UK, France and Germany urged not to use information gained by torture in other countries.

Binyam Mohamed - former Guantanamo inmate
Binyam Mohamed has accused British agents of being complicit in his torture [AFP]

The New York-based group has called on the three countries to publicly reject reliance on such intelligence and reaffirm the absolute prohibition on the use of torture evidence in any kind of proceedings.

“Berlin, Paris, and London should be working to eradicate torture, not relying on foreign torture intelligence,” Judith Sunderland, a senior researcher at Human Rights Watch, said.

‘Reaping the fruits of torture’

The report came as the British government said it would issue a fresh set of guidelines to its intelligence agents on how to avoid being complicit in torture, following pressure from another human rights group.

Reprieve had sued the government over its existing guidelines to British intelligence officials, saying it allowed them to gather information extracted through torture.

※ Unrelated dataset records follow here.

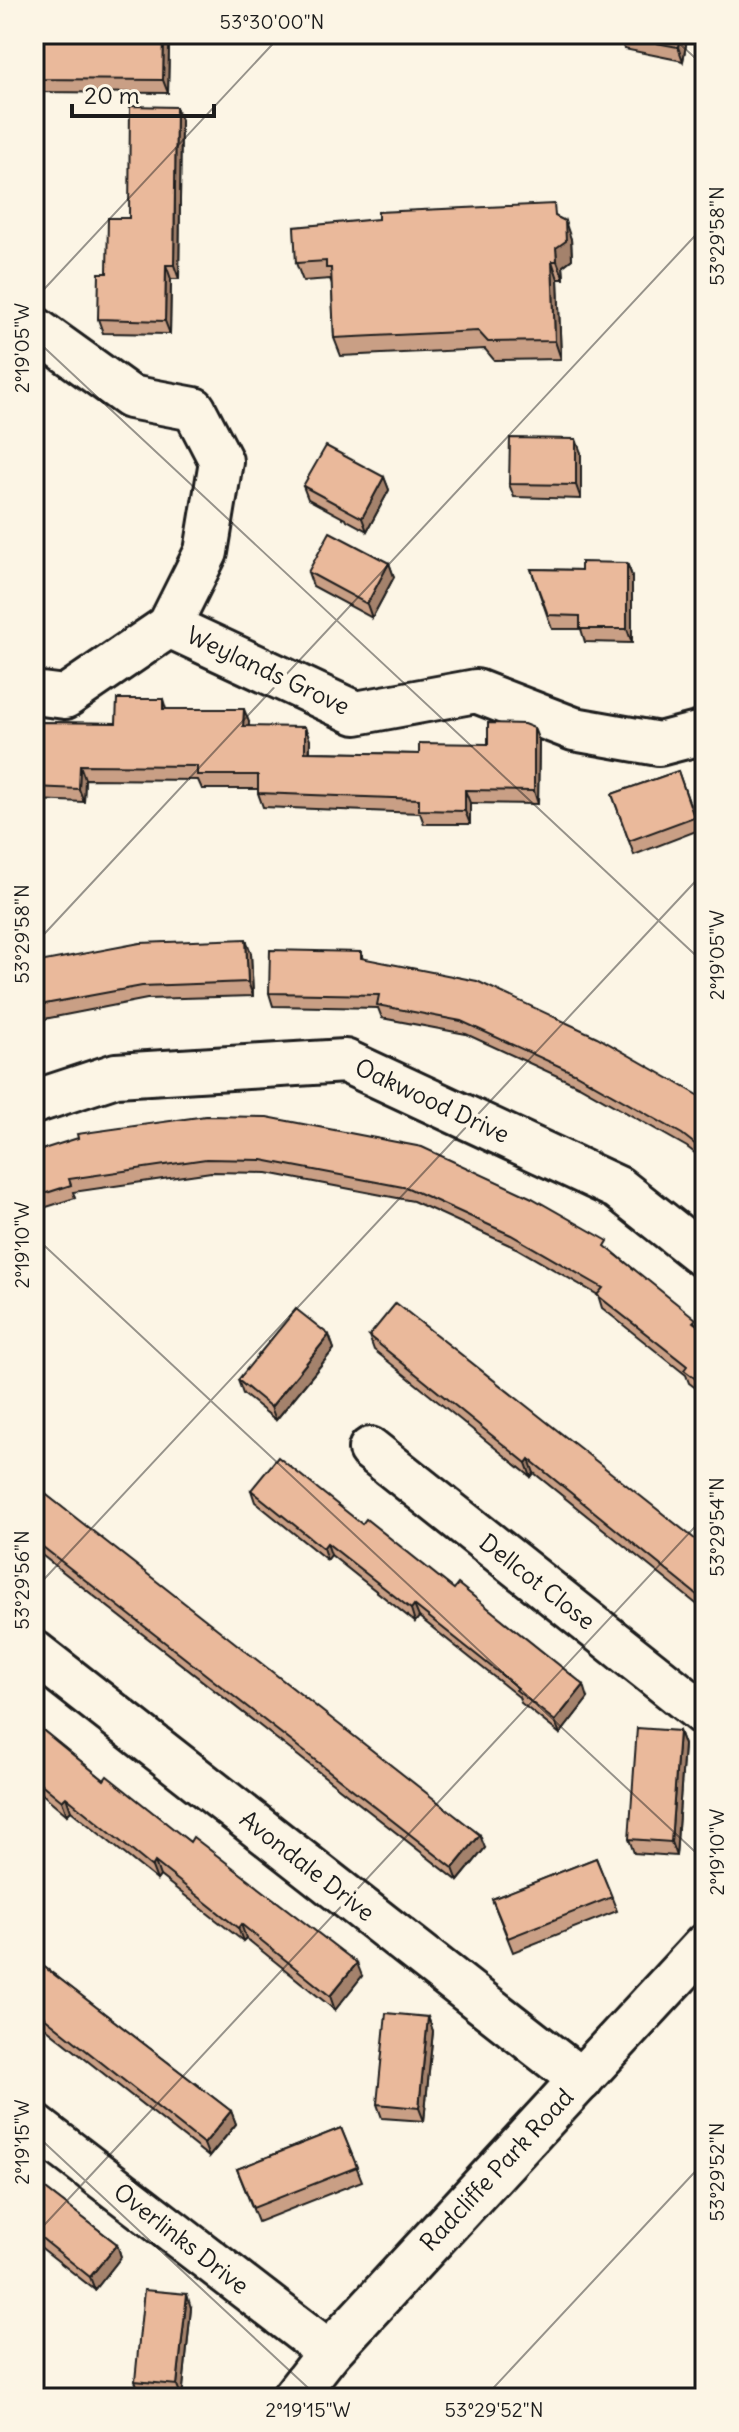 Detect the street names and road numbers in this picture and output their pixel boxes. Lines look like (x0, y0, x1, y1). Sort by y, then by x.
street label: Weylands Grove (182, 619, 355, 721)
street label: Oakwood Drive (350, 1051, 514, 1149)
street label: Dellcot Close (474, 1527, 601, 1636)
street label: Avondale Drive (234, 1803, 381, 1927)
street label: Radcliffe Park Road (413, 2082, 579, 2257)
street label: Overlinks Drive (108, 2176, 255, 2300) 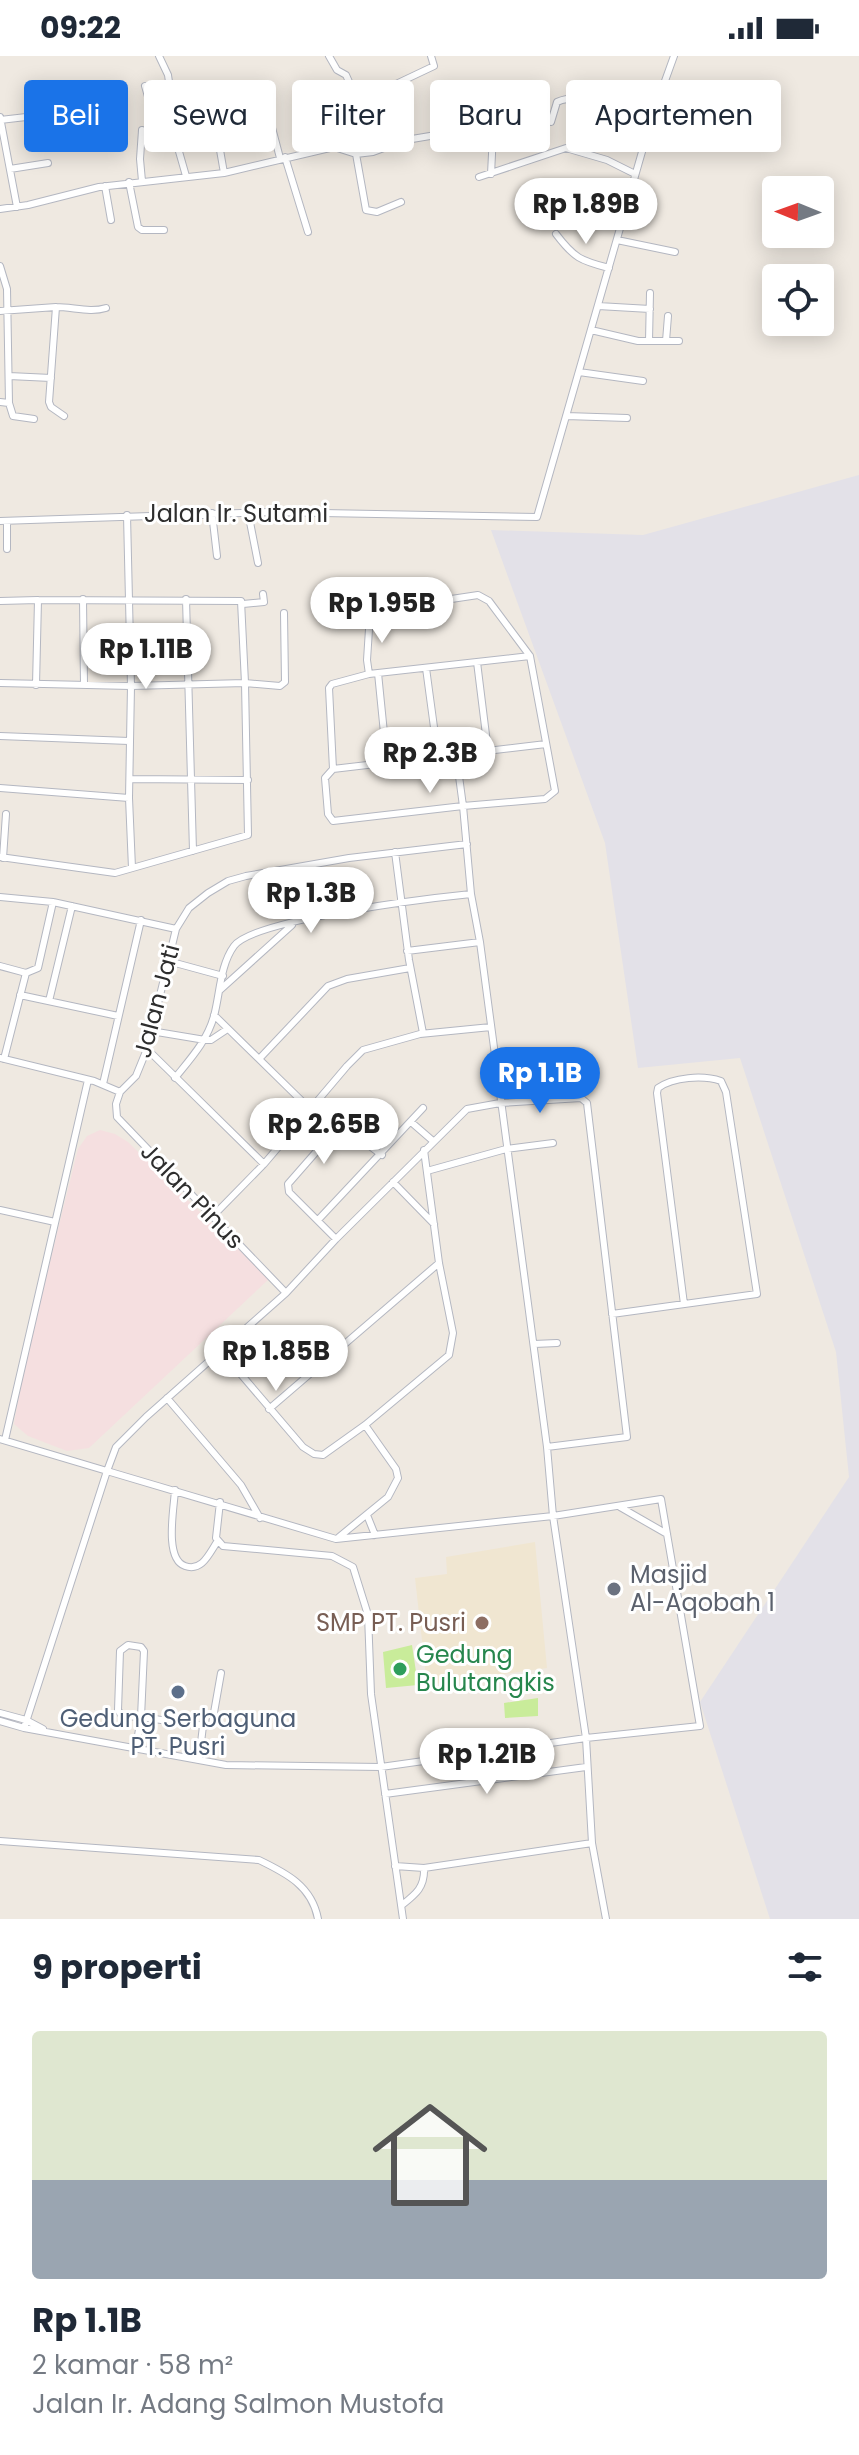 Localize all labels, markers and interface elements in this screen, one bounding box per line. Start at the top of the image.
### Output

It claimed there was compelling evidence to show that the UK had been “reaping the fruits” of torture since at least 2002, but the High Court in London ruled that the issue was moot as new guidelines were in the works.

Earlier this year ,Britain defended its use of intelligence obtained by foreign security agencies from “terrorism” suspects, despite not being sure of how the informants had been treated.

The foreign ministry said that Britain could not “afford the luxury” of only dealing with agencies that shared its standards, since intelligence obtained from others saved its citizens’ lives.

Repeated accusations

Britain’s intelligence agencies have been repeatedly been hit by accusations that they colluded with the torture of terrorism suspects abroad – such as in the case of former Guantanamo detainee Binyam Mohamed.

Mohamed, an Ethiopian who moved to Britain as a teenager, was arrested as a suspected terrorist in 2002 in Pakistan, and alleges that he was tortured there as well as in US custody in Morocco and Guantanamo Bay, from where he was released without charge early last year.

Human Rights Watch said the stance of a “no questions asked policy” was at  odds with the responsibility of all states to work towards the eradication of torture under the 1984 UN Convention against Torture and Other Cruel, Inhuman or Degrading Treatment or Punishment.

It added that information obtained under torture is also notoriously unreliable.

All three countries condemn torture as abhorrent and say it is never justified.